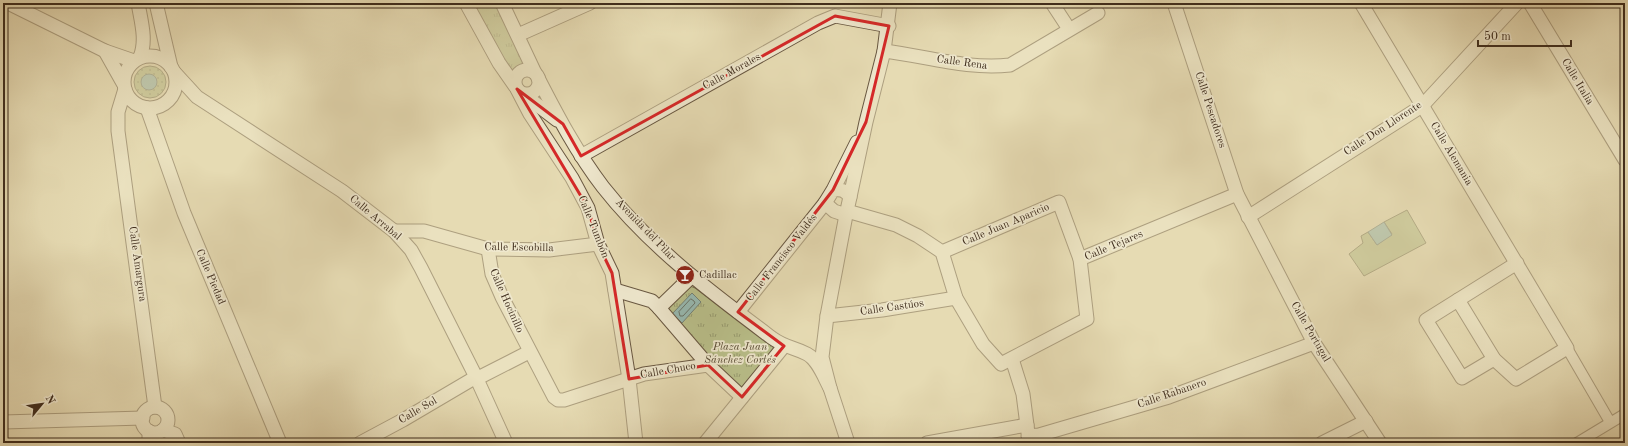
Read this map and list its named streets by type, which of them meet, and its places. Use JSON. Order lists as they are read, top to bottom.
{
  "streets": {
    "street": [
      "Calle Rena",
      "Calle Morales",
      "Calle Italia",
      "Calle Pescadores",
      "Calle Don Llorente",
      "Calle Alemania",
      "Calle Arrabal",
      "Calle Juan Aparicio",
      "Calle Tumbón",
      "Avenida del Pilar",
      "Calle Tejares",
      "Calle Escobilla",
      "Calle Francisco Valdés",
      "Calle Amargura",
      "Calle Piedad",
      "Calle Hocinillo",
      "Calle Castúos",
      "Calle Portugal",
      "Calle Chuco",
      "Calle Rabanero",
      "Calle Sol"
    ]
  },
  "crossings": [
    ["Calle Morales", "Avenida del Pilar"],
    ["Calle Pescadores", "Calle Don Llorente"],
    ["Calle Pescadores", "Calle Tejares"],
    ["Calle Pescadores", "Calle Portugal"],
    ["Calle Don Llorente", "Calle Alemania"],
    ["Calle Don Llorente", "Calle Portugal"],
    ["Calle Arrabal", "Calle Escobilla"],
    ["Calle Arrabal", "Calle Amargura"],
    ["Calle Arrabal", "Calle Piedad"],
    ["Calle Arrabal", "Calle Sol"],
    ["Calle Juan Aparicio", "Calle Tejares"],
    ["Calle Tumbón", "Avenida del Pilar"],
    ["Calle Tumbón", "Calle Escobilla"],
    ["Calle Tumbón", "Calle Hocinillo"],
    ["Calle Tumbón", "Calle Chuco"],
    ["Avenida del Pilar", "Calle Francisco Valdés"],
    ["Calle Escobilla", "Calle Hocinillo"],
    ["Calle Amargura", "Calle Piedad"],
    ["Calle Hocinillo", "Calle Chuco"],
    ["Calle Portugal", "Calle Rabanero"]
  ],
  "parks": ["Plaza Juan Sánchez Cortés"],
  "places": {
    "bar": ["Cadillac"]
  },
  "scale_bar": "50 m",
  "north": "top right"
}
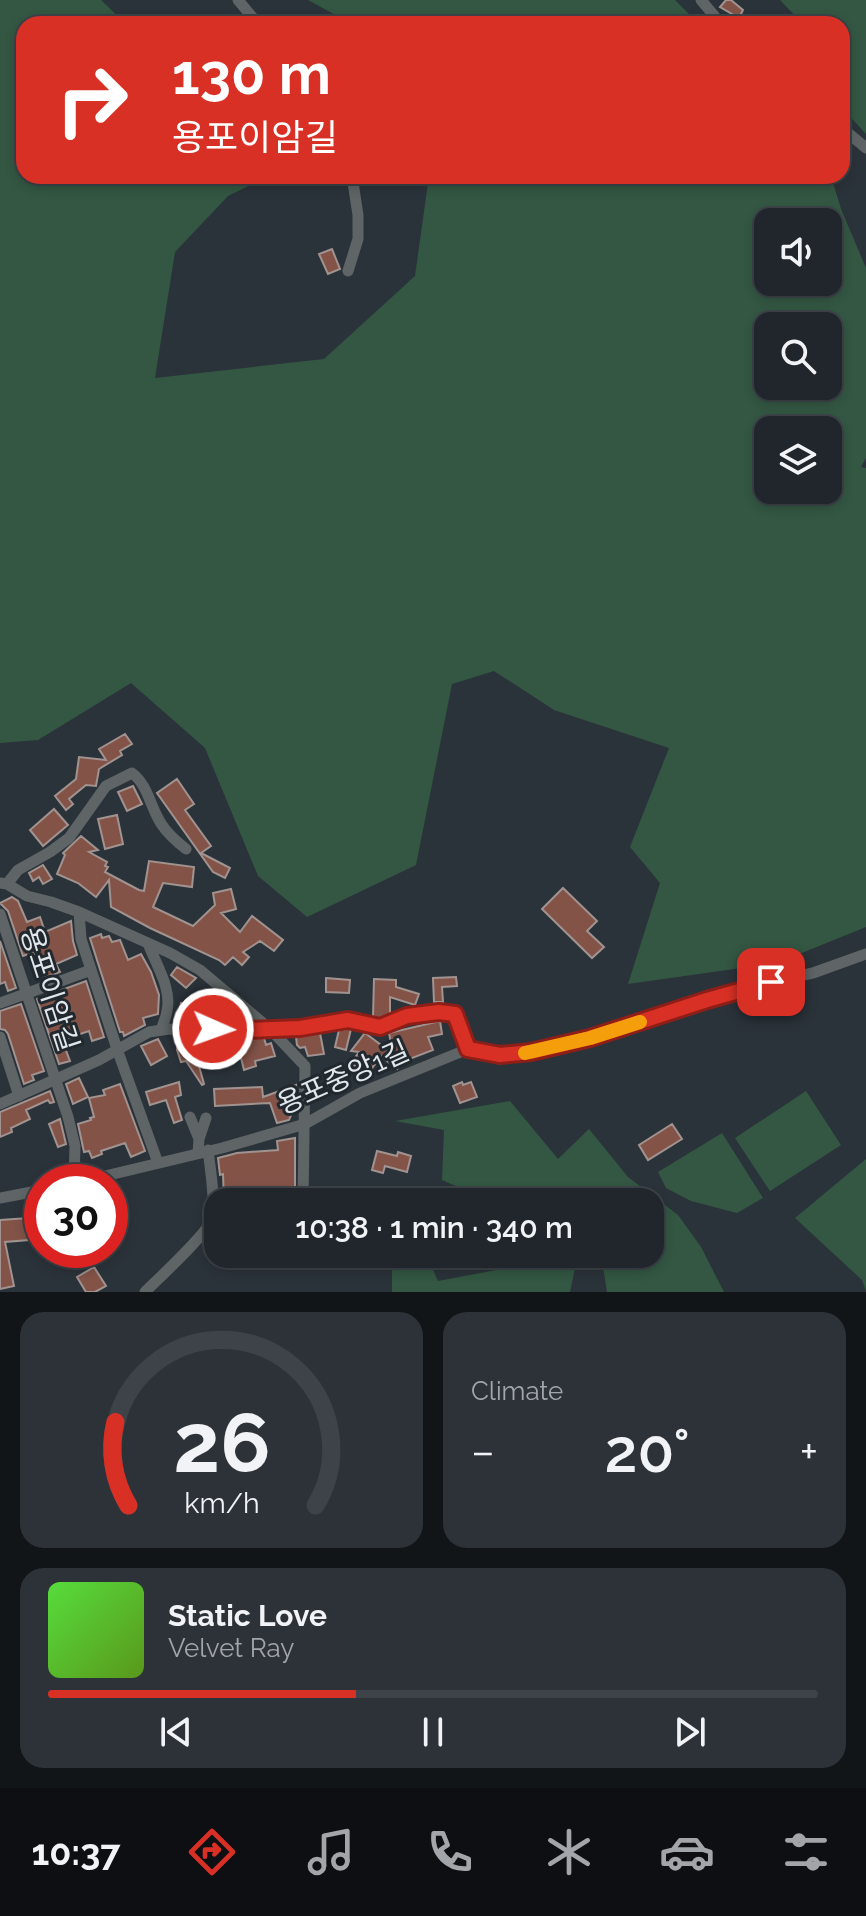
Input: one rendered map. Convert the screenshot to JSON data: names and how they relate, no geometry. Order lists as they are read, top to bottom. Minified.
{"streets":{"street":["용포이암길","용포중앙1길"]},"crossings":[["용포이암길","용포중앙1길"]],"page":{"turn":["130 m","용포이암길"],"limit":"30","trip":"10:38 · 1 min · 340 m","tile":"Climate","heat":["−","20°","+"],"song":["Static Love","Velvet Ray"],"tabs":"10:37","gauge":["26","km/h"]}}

● WHAT THIS TASK INVOLVES
Print the listing verbatim, images excluded.

● EXERCISE RESULT
Read this map and list its named streets by type, which of them meet, and its places. Use JSON. Order lists as they are read, top to bottom.
{
  "streets": {
    "street": [
      "Calle Rena",
      "Calle Morales",
      "Calle Italia",
      "Calle Pescadores",
      "Calle Don Llorente",
      "Calle Alemania",
      "Calle Arrabal",
      "Calle Juan Aparicio",
      "Calle Tumbón",
      "Avenida del Pilar",
      "Calle Tejares",
      "Calle Escobilla",
      "Calle Francisco Valdés",
      "Calle Amargura",
      "Calle Piedad",
      "Calle Hocinillo",
      "Calle Castúos",
      "Calle Portugal",
      "Calle Chuco",
      "Calle Rabanero",
      "Calle Sol"
    ]
  },
  "crossings": [
    ["Calle Morales", "Avenida del Pilar"],
    ["Calle Pescadores", "Calle Don Llorente"],
    ["Calle Pescadores", "Calle Tejares"],
    ["Calle Pescadores", "Calle Portugal"],
    ["Calle Don Llorente", "Calle Alemania"],
    ["Calle Don Llorente", "Calle Portugal"],
    ["Calle Arrabal", "Calle Escobilla"],
    ["Calle Arrabal", "Calle Amargura"],
    ["Calle Arrabal", "Calle Piedad"],
    ["Calle Arrabal", "Calle Sol"],
    ["Calle Juan Aparicio", "Calle Tejares"],
    ["Calle Tumbón", "Avenida del Pilar"],
    ["Calle Tumbón", "Calle Escobilla"],
    ["Calle Tumbón", "Calle Hocinillo"],
    ["Calle Tumbón", "Calle Chuco"],
    ["Avenida del Pilar", "Calle Francisco Valdés"],
    ["Calle Escobilla", "Calle Hocinillo"],
    ["Calle Amargura", "Calle Piedad"],
    ["Calle Hocinillo", "Calle Chuco"],
    ["Calle Portugal", "Calle Rabanero"]
  ],
  "parks": ["Plaza Juan Sánchez Cortés"],
  "places": {
    "bar": ["Cadillac"]
  },
  "scale_bar": "50 m",
  "north": "top right"
}
Input: one rendered map. Convert the screenshot to JSON data: names and how they relate, no geometry. Order lists as they are read, top to bottom. Minified.
{"streets":{"street":["용포이암길","용포중앙1길"]},"crossings":[["용포이암길","용포중앙1길"]],"page":{"turn":["130 m","용포이암길"],"limit":"30","trip":"10:38 · 1 min · 340 m","tile":"Climate","heat":["−","20°","+"],"song":["Static Love","Velvet Ray"],"tabs":"10:37","gauge":["26","km/h"]}}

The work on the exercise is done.